* **ASSIGNMENT**:
Restate all of the entries verbatim.

* **INPUT DATA**:
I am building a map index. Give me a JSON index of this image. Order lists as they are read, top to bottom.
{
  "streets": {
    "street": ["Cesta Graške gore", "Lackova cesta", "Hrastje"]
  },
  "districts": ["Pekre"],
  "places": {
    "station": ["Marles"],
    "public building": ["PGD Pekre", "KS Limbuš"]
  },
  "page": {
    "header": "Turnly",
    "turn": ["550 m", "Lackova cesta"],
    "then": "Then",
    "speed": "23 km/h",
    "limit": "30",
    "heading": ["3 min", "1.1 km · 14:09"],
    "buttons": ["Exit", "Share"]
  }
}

* **RESULT OF THE TASK**:
I am building a map index. Give me a JSON index of this image. Order lists as they are read, top to bottom.
{
  "streets": {
    "street": ["Cesta Graške gore", "Lackova cesta", "Hrastje"]
  },
  "districts": ["Pekre"],
  "places": {
    "station": ["Marles"],
    "public building": ["PGD Pekre", "KS Limbuš"]
  },
  "page": {
    "header": "Turnly",
    "turn": ["550 m", "Lackova cesta"],
    "then": "Then",
    "speed": "23 km/h",
    "limit": "30",
    "heading": ["3 min", "1.1 km · 14:09"],
    "buttons": ["Exit", "Share"]
  }
}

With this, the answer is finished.